Priority of static functions in C

Summary

Once you define a static function foo within a translation unit, foo refers to that function for the rest of the translation unit, except that it can be hidden by a non-function (such as an object or type definition) named foo for part of the translation unit. It will not link to an external function named foo.

By tinkering with declarations as explained below, an identifier could in theory refer to a function from another translation unit after a static declaration of the same name in this translation unit. Unfortunately, the behavior is not defined by the C standard, due to C 2018 6.2.2 7:

If, within a translation unit, the same identifier appears with both internal and external linkage, the behavior is undefined.

That means you cannot rely on the C standard alone to ensure this behavior, but a C implementation could define it as an extension.

Details

These questions are answered by C’s rules for scope and linkage.

Suppose in File1.c we have a static definition of a function:

static int foo(int x) { return x*x; }

Since the identifier foo is declared outside of any function, it has file scope (C 2018 6.2.1 4). This means the identifier foo is visible and designates this function definition for the remainder of File1.c. Also, since static was used, it has internal linkage (6.2.2 3).

There is an exception to the scope. For scopes inside other scopes, such as the block { … } that defines a function inside a file or a block inside a block, a declaration of the same identifier can hide the outer declaration. So let’s consider redeclaring foo inside a block.

In order to refer to a foo defined outside of File1.c, we would need to declare foo with external linkage, so that this new foo can be linked to the externally defined foo. Is there a way to do that in C?

If we try to declare extern int foo(int x); inside a block, then 6.2.2 4 applies:

For an identifier declared with the storage-class specifier extern in a scope in which a prior declaration of that identifier is visible, if the prior declaration specifies internal or external linkage, the linkage of the identifier at the later declaration is the same as the linkage specified at the prior declaration.

So this declaration would merely redeclare the same foo.

If we declare it without extern, using int foo(int x);, 6.2.2 5 applies:

If the declaration of an identifier for a function has no storage-class specifier, its linkage is determined exactly as if it were declared with the storage-class specifier extern.

So, it seems like we cannot declare a different foo with or without extern.
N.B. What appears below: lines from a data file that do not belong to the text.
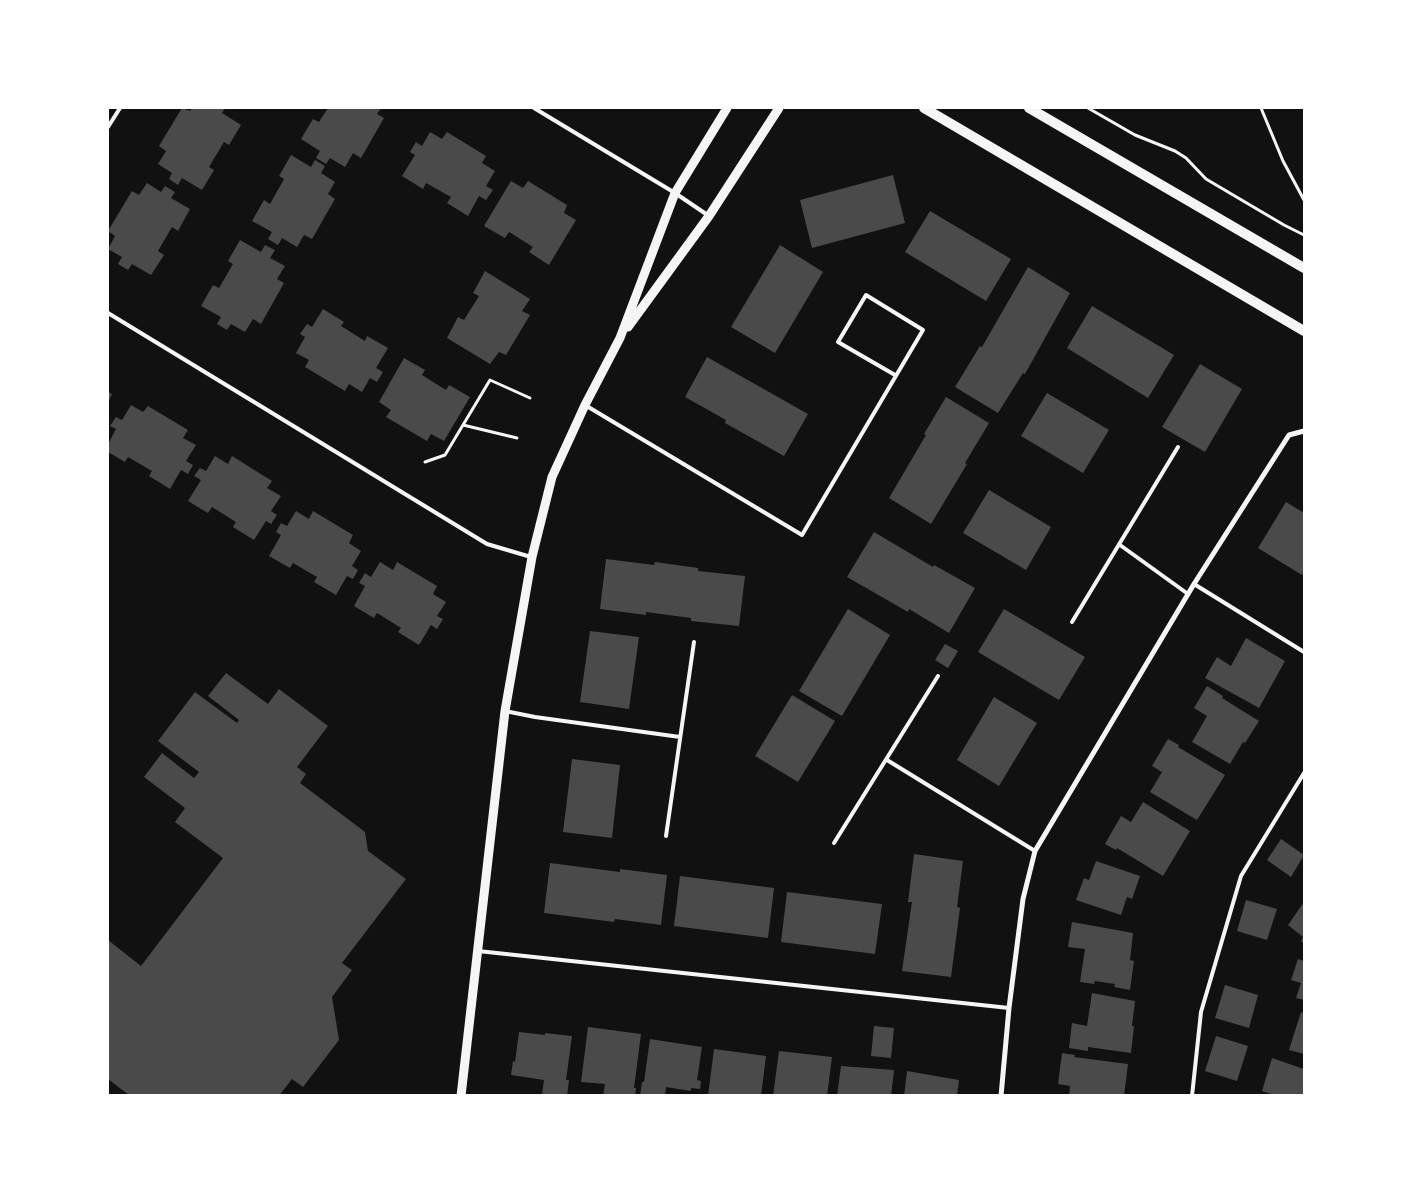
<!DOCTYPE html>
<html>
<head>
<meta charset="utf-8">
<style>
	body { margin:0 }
	#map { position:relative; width:1412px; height:1203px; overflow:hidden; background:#111; font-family:"Golos Text",sans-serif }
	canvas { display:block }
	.frame { position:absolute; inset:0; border:109px solid #fff; pointer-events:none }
</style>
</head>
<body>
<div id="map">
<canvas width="1412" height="1203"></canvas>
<div class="frame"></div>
</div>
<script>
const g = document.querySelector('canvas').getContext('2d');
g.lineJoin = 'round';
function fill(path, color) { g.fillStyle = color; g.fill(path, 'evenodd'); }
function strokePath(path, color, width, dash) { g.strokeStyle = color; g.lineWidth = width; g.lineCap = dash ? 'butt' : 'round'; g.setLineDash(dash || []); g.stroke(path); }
const building = new Path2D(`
	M182 108 190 111 192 108H225L222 113 241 125 229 145 224 142 209 167 214 170 202 190 182 178 178 185 169 179 172 173 158 164 166 151 159 146Z
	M328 108H381L377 114 384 118 361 158 353 153 345 167 330 158 326 164 316 158 320 151 301 139 313 119 319 122Z
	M430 132 442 139 447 132 486 156 482 163 495 171 486 186 493 190 486 200 479 196 468 216 447 203 451 197 426 183 423 189 402 176 415 155 410 152 416 142 422 146Z
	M291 155 311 167 315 160 325 166 321 173 335 182 328 194 335 199 312 239 304 235 297 247 282 238 278 245 268 239 272 232 252 221 264 200 270 204 284 179 279 176Z
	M893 175 905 223 812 248 800 200Z
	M511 181 523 188 528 181 567 205 564 213 576 220 549 265 529 252 533 247 509 232 505 238 484 226Z
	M147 183 161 192 165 186 175 192 171 198 190 209 178 231 172 227 158 251 164 255 151 275 132 264 128 270 118 264 122 257 108 249 115 236 108 231 132 191 139 195Z
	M930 211 1011 259 986 301 905 252Z
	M240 240 261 252 265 245 275 250 270 258 285 266 277 279 284 283 261 324 253 319 245 332 231 324 227 330 217 324 221 317 201 306 213 285 219 288 233 264 228 261Z
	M780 245 823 272 775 353 731 327Z
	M1028 267 1070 293 1025 374 1023 373 998 413 955 387 980 346 982 347Z
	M485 271 530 299 522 311 530 315 506 355 499 352 490 364 447 338 458 317 464 320 479 296 473 293Z
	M1092 306 1174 355 1148 398 1067 348Z
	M323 309 344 322 341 326 365 341 367 336 388 348 376 368 383 372 377 382 370 378 362 392 349 384 345 391 305 367 309 360 296 353 305 337 300 334 307 324 312 327Z
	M707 357 808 414 784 456 725 423 726 420 685 397Z
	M404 358 425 370 422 375 446 390 449 385 470 397 444 441 431 434 427 441 386 417 391 410 379 402Z
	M1200 364 1242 389 1205 452 1162 427Z
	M108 392 112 394 108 402Z
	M1047 393 1109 430 1083 473 1021 436Z
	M946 397 989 423 965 463 967 464 931 524 889 498 926 435 924 434Z
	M131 405 143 412 148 406 188 430 183 438 196 445 186 461 193 465 188 474 181 470 170 489 149 476 152 471 128 457 125 462 108 452V444L116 429 110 426 116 417 122 420Z
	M215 456 228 464 232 456 272 481 267 488 281 496 271 511 277 515 271 524 266 521 254 540 233 527 236 522 212 507 208 513 188 501 201 480 194 476 200 468 206 471Z
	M989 490 1051 527 1026 570 963 533Z
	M1286 502 1304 513V572L1302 575 1258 548Z
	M296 511 309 519 313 511 353 535 349 543 361 551 352 566 358 570 353 579 347 576 336 595 314 582 317 577 293 563 290 568 269 556 281 535 276 532 281 523 287 526Z
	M874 532 933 567 934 565 975 588 949 633 909 609 908 612 847 577Z
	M606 559 654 565 655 562 698 568V571L745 576 739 626 691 621V618L646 612V615L600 609Z
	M380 562 393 570 397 562 437 586 433 594 446 602 437 616 443 619 437 629 431 625 419 645 398 632 401 628 377 613 374 618 354 606 365 586 359 583 365 573 371 577Z
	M848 609 890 635 842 716 799 691Z
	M1004 609 1085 657 1059 700 978 652Z
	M590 631 639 637 629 709 580 702Z
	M1246 638 1285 661 1259 708 1205 678 1217 657 1231 666Z
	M945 644 958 651 948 668 935 660Z
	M226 673 268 704 279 689 328 726 297 767 306 774 300 783 365 832 368 851 406 879 342 963 352 970 332 997 339 1040 303 1087 292 1079 279 1096H130L108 1079V940L141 966 223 858 175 822 185 808 144 777 162 753 194 778 199 772 158 741 195 692 237 723 239 720 208 696Z
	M1207 686 1223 696 1222 698 1259 721 1245 743 1243 742 1230 764 1192 742 1207 716 1194 708Z
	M792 695 835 721 798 782 755 756Z
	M994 697 1037 723 999 786 957 760Z
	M1168 739 1179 745 1178 747 1225 775 1197 820 1150 792 1162 772 1152 766Z
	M572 759 620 765 612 838 563 832Z
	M1143 802 1190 831 1163 876 1117 848 1116 850 1105 844 1121 816 1131 822Z
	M1281 839 1304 855 1291 877 1267 860Z
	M914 854 963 861 957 907 960 908 951 977 902 971 912 902H908Z
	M1096 861 1140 876 1132 899 1127 897 1121 915 1076 900 1084 878 1089 880Z
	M550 863 620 872V869L667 875 661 925 615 919 614 922 544 913Z
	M680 876 774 888 768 938 674 926Z
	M787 892 882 904 875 954 781 942Z
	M1246 900 1277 909 1267 940 1237 931Z
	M1304 902V944L1301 941 1303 937 1288 925Z
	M1072 922 1133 933 1130 960 1134 961 1130 990 1114 987 1115 984 1095 981 1094 984 1080 982 1085 949 1068 947Z
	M1298 959 1304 961V1000L1296 998 1301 983 1291 980Z
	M1225 985 1258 995 1249 1028 1215 1018Z
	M1092 993 1135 1001 1132 1026H1134L1131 1053 1088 1047V1051L1069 1048 1072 1023 1087 1026Z
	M1301 1012 1304 1013V1054L1289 1050Z
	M874 1026 894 1028 891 1058 871 1056Z
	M588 1027 641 1034 634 1088H636L635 1096H603L605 1084 581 1082Z
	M519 1032 545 1035V1033L572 1036 566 1080H569L567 1096 542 1095 544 1080 511 1075 513 1061 515 1062Z
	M1216 1036 1248 1046 1237 1081 1205 1071Z
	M650 1039 702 1047 697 1080 701 1081 700 1089 691 1088V1091L666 1087 665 1096H640L642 1082H644Z
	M714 1049 766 1056 761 1096H708Z
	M779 1051 832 1057 827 1096H773Z
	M1062 1053 1075 1055 1074 1057 1128 1064 1124 1096H1069L1070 1086 1058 1084Z
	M1272 1058 1304 1069V1096H1277L1262 1091Z
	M841 1066 894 1070 891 1096H837Z
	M907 1071 959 1080 957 1096H904Z`);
const path = new Path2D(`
	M1088 108 1135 135 1175 151 1186 158 1206 179 1284 225 1304 235
	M1261 108 1283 161 1304 200
	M463 425 490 380 530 398
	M425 462 445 455 463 425 517 438`);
const service = new Path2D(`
	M534 108 675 193 709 216
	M108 127 120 108
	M108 313 487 544 531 557
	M585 405 802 535 923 330 866 295 838 342 895 375
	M1120 545 1188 594
	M1194 584 1304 652
	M1072 622 1178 447
	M505 711 535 717 680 737
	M887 760 1035 851
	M666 836 694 642
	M834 843 938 676
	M478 951 1009 1008
	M1192 1096 1201 1012 1241 876 1304 773`);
const minor = new Path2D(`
	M1001 1096 1009 1008 1023 899 1035 851 1194 584 1289 435 1304 431`);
const tertiary = new Path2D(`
	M628 327 709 216 779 108
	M461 1096 505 711 532 557 552 477 585 405 620 338 675 193 727 108`);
const secondary = new Path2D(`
	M924 108 1304 331
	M1029 108 1304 268`);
fill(building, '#4a4a4a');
strokePath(path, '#f5f5f5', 3);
strokePath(service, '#f5f5f5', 4);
strokePath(minor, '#f5f5f5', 5);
strokePath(tertiary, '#f5f5f5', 9);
strokePath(secondary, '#f5f5f5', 10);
</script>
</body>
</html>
But, wait, we have one more trick. We can make the prior declaration that specifies internal or external linkage invisible by hiding it with a declaration with no linkage. To get a declaration with no linkage, we can declare an object (rather than a function) without extern:

#include <stdio.h>

static int foo(int x) { return x*x; }

void bar(void)
{
    int foo; // Not used except to hide the function foo.
    {
        extern int foo(int x);
        printf("%d\n", foo(3));
    }
}

Since, where extern int foo(int x); appears, the prior declaration of foo with internal linkage is not visible, that first condition in 6.2.2 4 quoted above does not apply, and the remainder of 6.2.2 4 does:

If no prior declaration is visible, or if the prior declaration specifies no linkage, then the identifier has external linkage.
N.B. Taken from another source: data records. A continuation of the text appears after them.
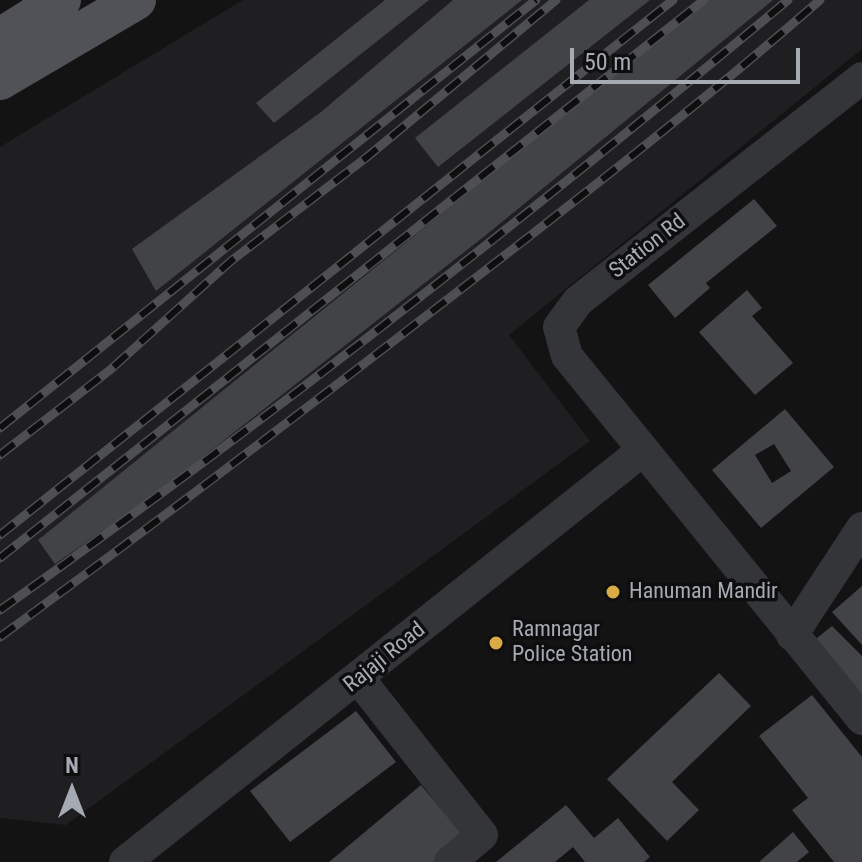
<!DOCTYPE html>
<html>
<head>
<meta charset="utf-8">
<style>
  body { margin:0 }
  #map { position:relative; width:862px; height:862px; overflow:hidden; background:#131314; font-family:"Roboto Condensed",sans-serif }
  canvas { display:block }
  .north { position:absolute; left:32px; top:750px; width:80px; height:80px; -webkit-text-stroke:6px #0e0e0f; paint-order:stroke; rotate:0deg; font-size:22px; font-weight:700; line-height:32px; text-align:center; color:#a6aab3 }
  .north::after { content:''; display:block; margin:auto; width:28px; height:36px; background:#a6aab3; clip-path:polygon(50% 0,100% 100%,50% 72%,0 100%) }
  .scale { position:absolute; left:570px; top:48px; width:230px; height:36px; box-sizing:border-box; border:4px solid #a6aab3; border-top:0; padding-left:10px; font-size:24px; line-height:28px; white-space:nowrap; color:#a6aab3; -webkit-text-stroke:6px #0e0e0f; paint-order:stroke }
</style>
</head>
<body>
<div id="map">
<canvas width="862" height="862"></canvas>
<div class="north">N</div>
<div class="scale">50 m</div>
</div>
<script>
const g = document.querySelector('canvas').getContext('2d');
g.lineJoin = 'round';
function paint(path, color) {
  g.fillStyle = color;
  g.fill(path, 'evenodd');
}
function trace(path, color, width, dash) {
  g.strokeStyle = color;
  g.lineWidth = width;
  g.lineCap = dash ? 'butt' : 'round';
  g.setLineDash(dash || []);
  g.stroke(path);
}
function label(font, color, halo, rows, align = 'center') {
  g.font = font + ' "Roboto Condensed",sans-serif';
  g.lineWidth = 7;
  g.setLineDash([]);
  g.textBaseline = 'middle';
  g.strokeStyle = halo;
  g.fillStyle = color;
  for (const [text, x, y, turn = 0] of rows) {
    g.save();
    g.translate(x, y);
    g.rotate((+turn || 0) * Math.PI / 180);
    g.textAlign = isNaN(turn) ? turn : align;
    if (halo) g.strokeText(text, 0, 0);
    g.fillText(text, 0, 0);
    g.restore();
  }
}
paint(new Path2D(`
  M 243,0 L 862,0 L 862,49 L 509,335 L 590,441 L 66,825 L 0,818 L 0,147 Z`), '#1f1f21');
paint(new Path2D(`
  M 385,0 L 429,0 L 274,123 L 256,103 Z
  M 453,0 L 522,0 L 156,291 L 132,249 L 321,112 Z
  M 589,0 L 650,0 L 438,167 L 415,138 Z
  M 706,0 L 773,0 L 486,235 L 158,492 L 55,564 L 38,540 Z
  M 754,199 L 777,226 L 706,283 L 710,288 L 675,318 L 648,285 Z
  M 747,290 L 762,308 L 752,316 L 793,363 L 755,395 L 699,332 Z
  M 785,409 L 834,467 L 761,528 L 712,470 ZM 774,444 L 791,471 L 772,483 L 755,455 Z
  M 862,586 L 862,645 L 832,612 Z
  M 832,626 L 862,656 L 862,697 L 812,642 Z
  M 719,673 L 751,706 L 672,782 L 699,810 L 667,841 L 607,779 Z
  M 812,695 L 862,757 L 862,862 L 834,862 L 792,810 L 808,798 L 759,736 Z
  M 356,711 L 396,762 L 290,842 L 250,791 Z
  M 421,785 L 464,836 L 433,862 L 329,862 Z
  M 566,805 L 594,838 L 618,818 L 650,857 L 644,862 L 585,862 L 573,847 L 555,862 L 496,862 Z
  M 793,832 L 809,852 L 797,862 L 759,862 Z`), '#424347');
trace(new Path2D(`
  M 862,78 L 578,301 L 559,327 L 567,356 L 862,719
  M 792,635 L 862,528
  M 359,679 L 482,835 L 450,862
  M 125,862 L 642,451`), '#343539', 32);
trace(new Path2D(`
  M 0,38 L 61,0
  M 0,80 L 136,0`), '#515257', 40);
const rail = new Path2D(`
  M 0,428 L 536,0
  M 0,455 L 110,370 L 231,261 L 367,157 L 556,0
  M 0,535 L 673,0
  M 0,558 L 704,0
  M 0,610 C 271,418 532,213 788,0
  M 0,637 C 148,529 294,418 439,306 C 568,207 697,107 820,0`);
trace(rail, '#4e4f53', 9);
trace(rail, '#0e0e0f', 6, [18]);
for (const [x, y, r, color] of [
  [613,592,8,"#daaa45"],
  [496,643,8,"#daaa45"]
]) {
  const dot = new Path2D();
  dot.arc(x, y, r, 0, 2 * Math.PI);
  g.fillStyle = color;
  g.fill(dot);
  trace(dot, '#0e0e0f', 3);
}
label('22px', '#a6aab3', '#0e0e0f', [
  ["Station Rd",648,247,-38],
  ["Rajaji Road",385,658,-39]
]);
label('22px', '#a6aab3', '#0e0e0f', [
  ["Hanuman Mandir",629,592],
  ["Ramnagar",512,630],
  ["Police Station",512,655]
], 'left');
</script>
</body>
</html>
This is “legal” C code. Unfortunately, it is undefined by 6.2.2 7:

If, within a translation unit, the same identifier appears with both internal and external linkage, the behavior is undefined.


does that mean that internal calling of Foo function in File1.c is always resolved during compilation?

Not necessarily. For the most part, the language itself does not care HOW its rules are enforced, just that they are enforced in the first place.

We can check how a given toolchain (in my case linux/gcc) chooses to do it with a quick test:

Starting from a a simple file (test.c):

#include <stdio.h>

static void foo() {
    printf("hello");
}

void bar() {
    foo();
}

And then compile and inspect the resulting object file:

gcc -c -o test.o test.cpp
nm test.o

0000000000000018 T bar
0000000000000000 t foo
                 U _GLOBAL_OFFSET_TABLE_
                 U printf

We see that both foo() and bar() are in the symbol table, but with different flags.

We can also look at the assembly:

objdump -d test.o

0000000000000018 <bar>:
  18:   55                      push   %rbp
  19:   48 89 e5                mov    %rsp,%rbp
  1c:   b8 00 00 00 00          mov    $0x0,%eax
  21:   e8 da ff ff ff          callq  0 <foo>
  26:   90                      nop
  27:   5d                      pop    %rbp
  28:   c3                      retq  

And see that the call to foo is yet unlinked (pointing to the 0 placeholder). So we can say with confidence that the resolving can and does happen at link time in this instance.

Are there cases where Foo calling in File1.c can be linked to the global Foo function of File2.c?

That's a straight no. It might be possible to make that happen through hacky magic or undefined behavior, but in a normal project, you should be confident it never happens.